====== RECORDS PROVIDED ======

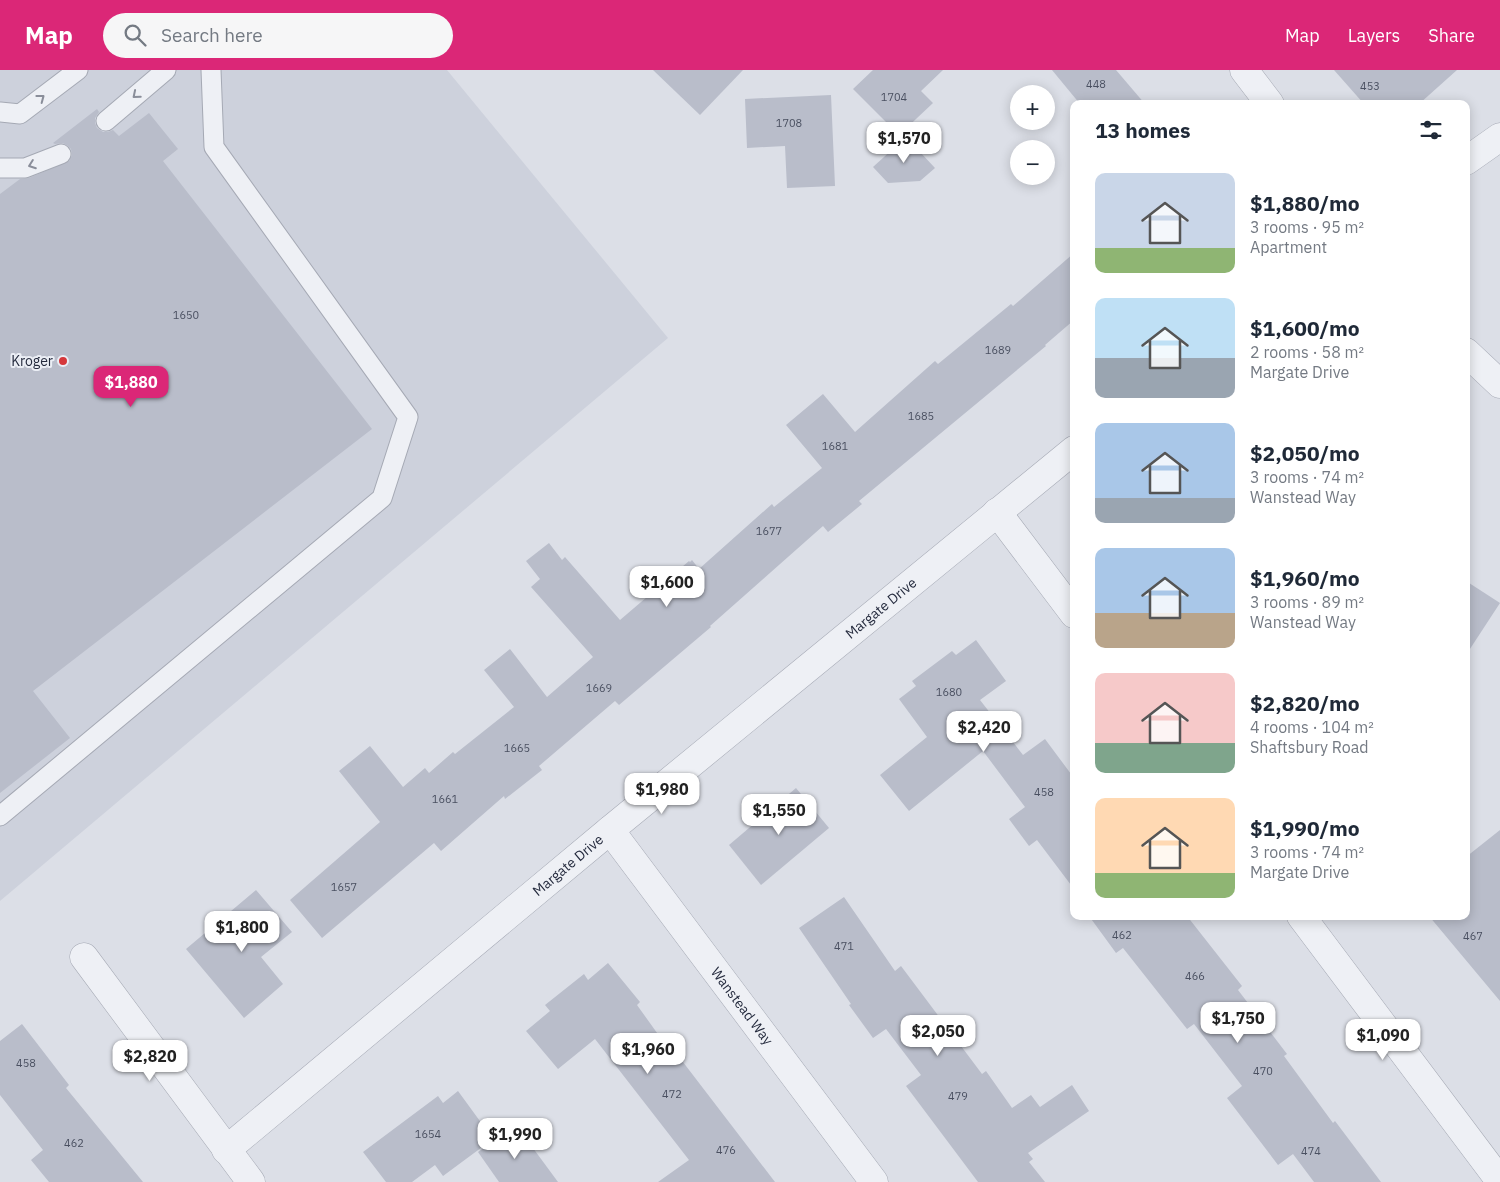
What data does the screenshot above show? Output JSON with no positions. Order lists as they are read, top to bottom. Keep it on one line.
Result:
{"streets":{"street":["Margate Drive","Wanstead Way"]},"crossings":[["Margate Drive","Wanstead Way"]],"places":["Kroger"],"house_numbers":["448","453","1704","1708","1650","1689","1685","1681","1677","1669","1680","1665","458","1661","1657","462","467","471","466","458","470","472","479","1654","462","476","474"],"page":{"header":"Map","search":"Search here","nav":["Map","Layers","Share"],"map_buttons":["+","−"],"heading":"13 homes","price":["$1,570","$1,880","$1,600","$2,420","$1,980","$1,550","$1,800","$1,750","$2,050","$1,090","$1,960","$2,820","$1,990"],"list":[{"name":"$1,880/mo","note":"3 rooms · 95 m² · Apartment"},{"name":"$1,600/mo","note":"2 rooms · 58 m² · Margate Drive"},{"name":"$2,050/mo","note":"3 rooms · 74 m² · Wanstead Way"},{"name":"$1,960/mo","note":"3 rooms · 89 m² · Wanstead Way"},{"name":"$2,820/mo","note":"4 rooms · 104 m² · Shaftsbury Road"},{"name":"$1,990/mo","note":"3 rooms · 74 m² · Margate Drive"}]}}
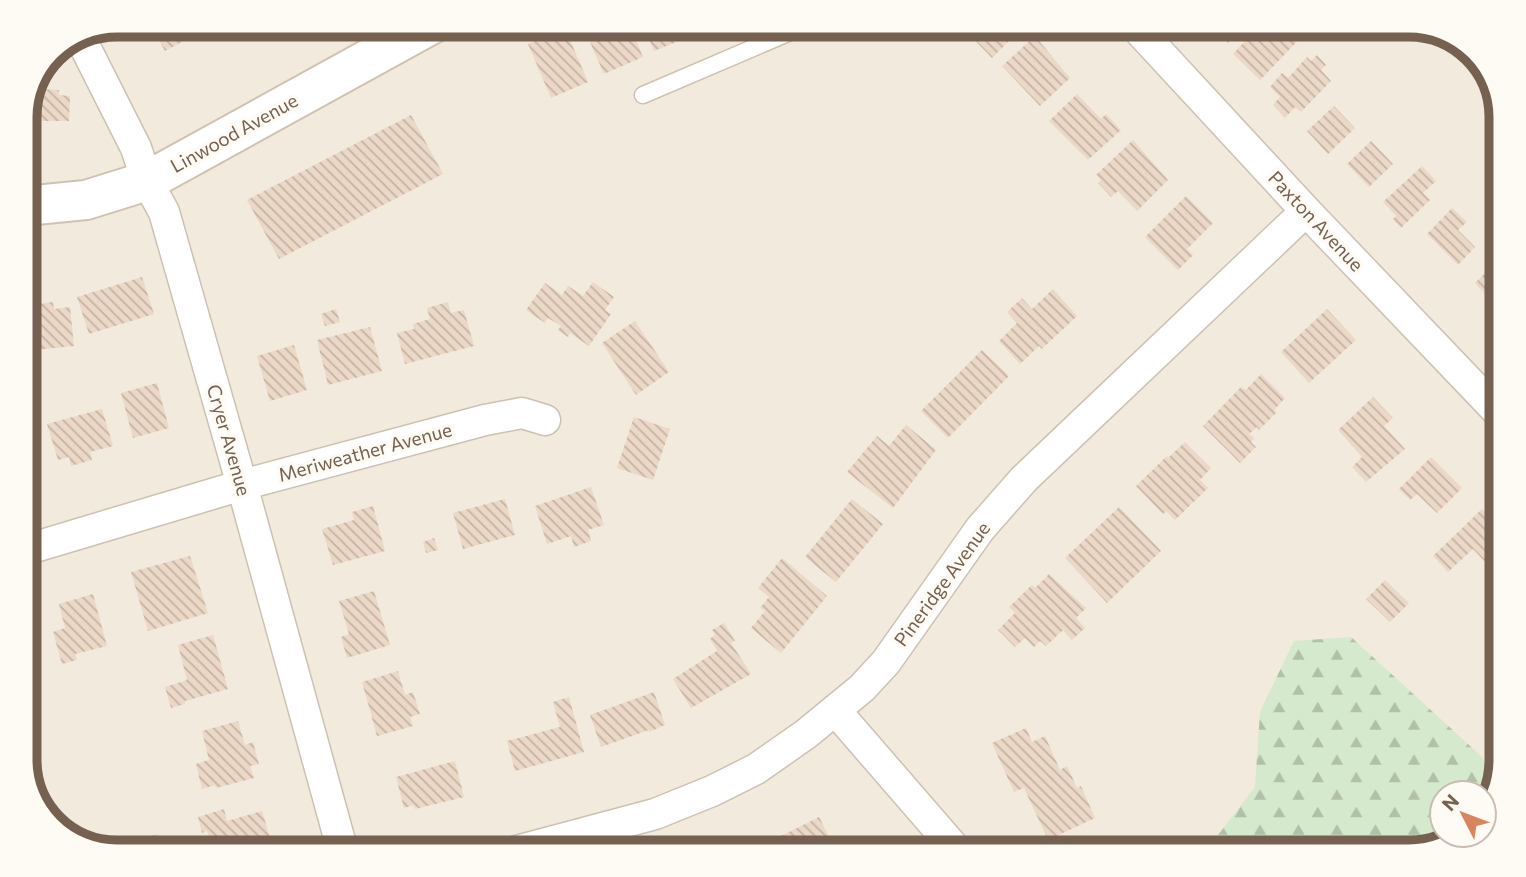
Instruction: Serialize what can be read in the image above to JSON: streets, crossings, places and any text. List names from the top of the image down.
{
  "streets": {
    "main road": ["Linwood Avenue"],
    "street": [
      "Paxton Avenue",
      "Cryer Avenue",
      "Meriweather Avenue",
      "Pineridge Avenue"
    ]
  },
  "crossings": [
    ["Linwood Avenue", "Cryer Avenue"],
    ["Paxton Avenue", "Pineridge Avenue"],
    ["Cryer Avenue", "Meriweather Avenue"]
  ],
  "north": "top left"
}
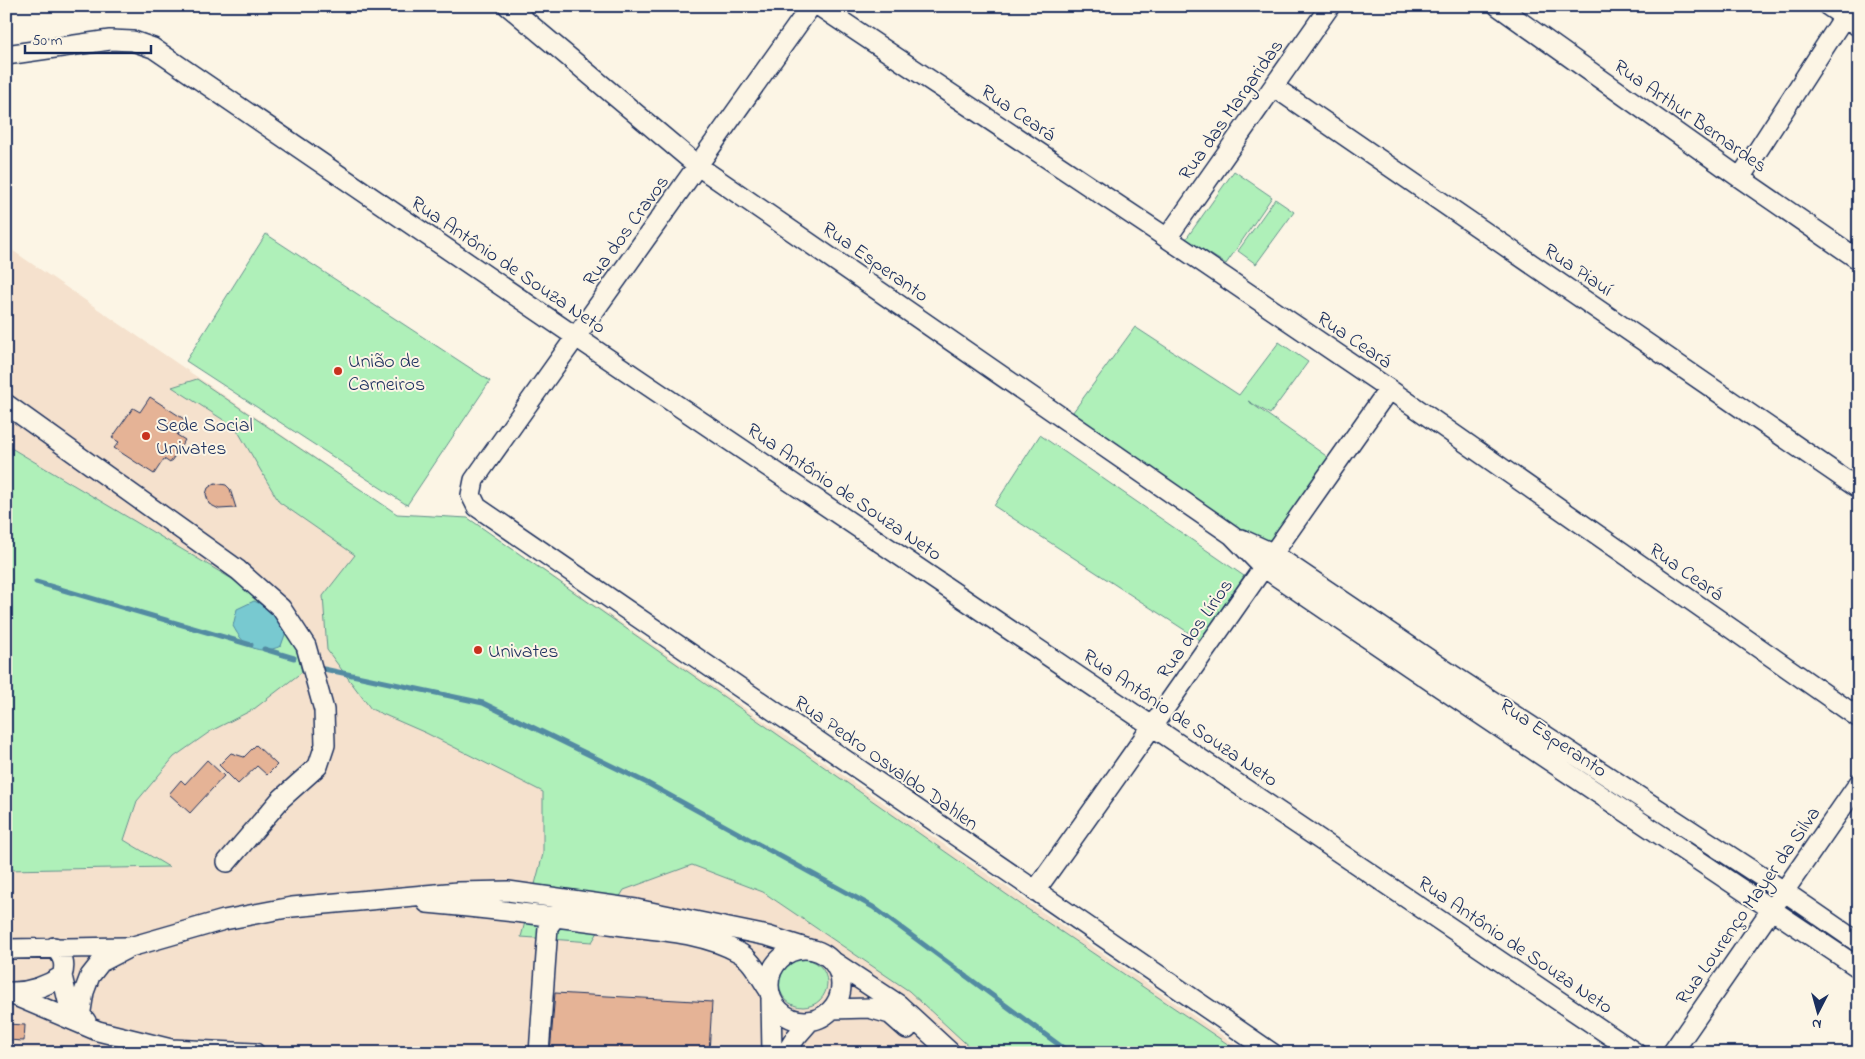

======

* ASSIGNED TASK *
Every line from the one containing "Instruction: Serialize what" through the end of the entries above, both included, should be extracted exactly, with pictures left out.

* RESPONSE AREA *
Instruction: Serialize what can be read in the image above to JSON: streets, crossings, places and any text. List names from the top of the image down.
{
  "streets": {
    "main road": ["Linwood Avenue"],
    "street": [
      "Paxton Avenue",
      "Cryer Avenue",
      "Meriweather Avenue",
      "Pineridge Avenue"
    ]
  },
  "crossings": [
    ["Linwood Avenue", "Cryer Avenue"],
    ["Paxton Avenue", "Pineridge Avenue"],
    ["Cryer Avenue", "Meriweather Avenue"]
  ],
  "north": "top left"
}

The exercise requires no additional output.